Sesuai permintaan kalian, aku update cepet-cepet. :*
Jadi, jangan lupa tinggalkan apresiasi kalian untuk vote dan komen yang banyak di bab ini juga. Aku tunggu, ya 😘

Salam sayang dan selamat membaca.❤

☁☁☁

"Hidup lo lagi kacau, sekali-kali lampiasin, lah. Jangan dipendem terus, seenggaknya tenang bentar nggak apa-apa, 'kan?" Bani—sepupu Nathan selain Rendi— melempar satu batang rokok beserta korek api elektrik pada Nathan. Seketika Nathan langsung menangkapnya sigap.

Setelah itu, Bani pergi meninggalkan Nathan di taman belakang sendirian. Netra abu-abu itu memandang redup sebuah batang rokok yang sudah lama tidak pernah ia sentuh lagi. Bayangan masa lalu terburuknya berputar ulang di kepala. Rokok, minuman keras, kelab malam, pukulan, lalu kehilangan. Nathan tersenyum tipis nyaris tak terlihat saat mengingatnya, lelaki itu lantas memantik korek api dan menyalakan rokok.

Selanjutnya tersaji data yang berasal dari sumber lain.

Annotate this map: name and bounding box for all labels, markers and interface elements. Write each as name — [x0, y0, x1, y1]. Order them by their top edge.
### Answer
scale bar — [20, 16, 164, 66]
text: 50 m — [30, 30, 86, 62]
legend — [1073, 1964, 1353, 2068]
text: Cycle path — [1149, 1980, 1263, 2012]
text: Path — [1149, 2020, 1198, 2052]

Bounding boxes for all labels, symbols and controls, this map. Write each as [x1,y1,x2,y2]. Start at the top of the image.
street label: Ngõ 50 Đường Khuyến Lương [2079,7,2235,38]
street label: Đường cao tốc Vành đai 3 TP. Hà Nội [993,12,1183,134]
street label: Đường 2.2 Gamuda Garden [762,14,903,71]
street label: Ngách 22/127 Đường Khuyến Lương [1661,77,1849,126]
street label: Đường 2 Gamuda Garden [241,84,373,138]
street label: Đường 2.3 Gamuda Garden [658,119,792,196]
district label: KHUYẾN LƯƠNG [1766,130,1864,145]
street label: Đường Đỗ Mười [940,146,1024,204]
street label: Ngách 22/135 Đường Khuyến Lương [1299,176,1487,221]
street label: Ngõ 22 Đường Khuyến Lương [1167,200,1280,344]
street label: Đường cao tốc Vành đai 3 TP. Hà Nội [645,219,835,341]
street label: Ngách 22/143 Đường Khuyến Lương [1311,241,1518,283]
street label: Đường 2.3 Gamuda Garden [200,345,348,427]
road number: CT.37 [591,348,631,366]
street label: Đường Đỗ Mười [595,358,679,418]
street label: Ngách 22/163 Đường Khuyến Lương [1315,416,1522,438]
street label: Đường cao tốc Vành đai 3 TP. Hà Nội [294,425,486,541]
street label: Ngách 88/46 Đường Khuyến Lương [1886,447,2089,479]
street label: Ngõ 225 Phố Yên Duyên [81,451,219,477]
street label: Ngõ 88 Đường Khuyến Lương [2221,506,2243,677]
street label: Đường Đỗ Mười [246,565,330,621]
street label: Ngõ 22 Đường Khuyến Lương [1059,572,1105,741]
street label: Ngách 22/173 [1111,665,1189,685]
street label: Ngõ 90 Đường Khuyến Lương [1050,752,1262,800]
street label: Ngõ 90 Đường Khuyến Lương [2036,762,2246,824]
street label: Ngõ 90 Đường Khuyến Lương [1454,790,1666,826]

Jika pada akhirnya kekacauan selalu terjadi dalam hidup akibat keegoisan seseorang, maka tidak seharusnya Nathan pun menjadi korban. Baru saja bahagia merasa kasih dan sayang, tiba-tiba harus direnggut lagi karena paksaan dari seseorang yang bahkan Nathan tidak bisa berkata tidak. Nathan membenci kehilangan, tetapi lagi-lagi sepertinya warna hidup bernama bahagia belum sepenuhnya memihak.

Andai saja oma tidak menyuruh Nathan ke pesta ulang tahun perusahaan Bhamakerti malam itu, juga tidak ada yang menjebaknya bersama Riani sampai menciptakan foto tersebut, Dan sang papa tidak mengalami kecelakaan yang membuatnya membutuhkan transplantasi jantung.  Lalu mamanya Riani tidak terkungkung hawa nafsu hingga meminta janji kepada Nathan untuk membalas budi, atas kebaikannya mengikhkaskan jantung papa Riani untuk Pranata.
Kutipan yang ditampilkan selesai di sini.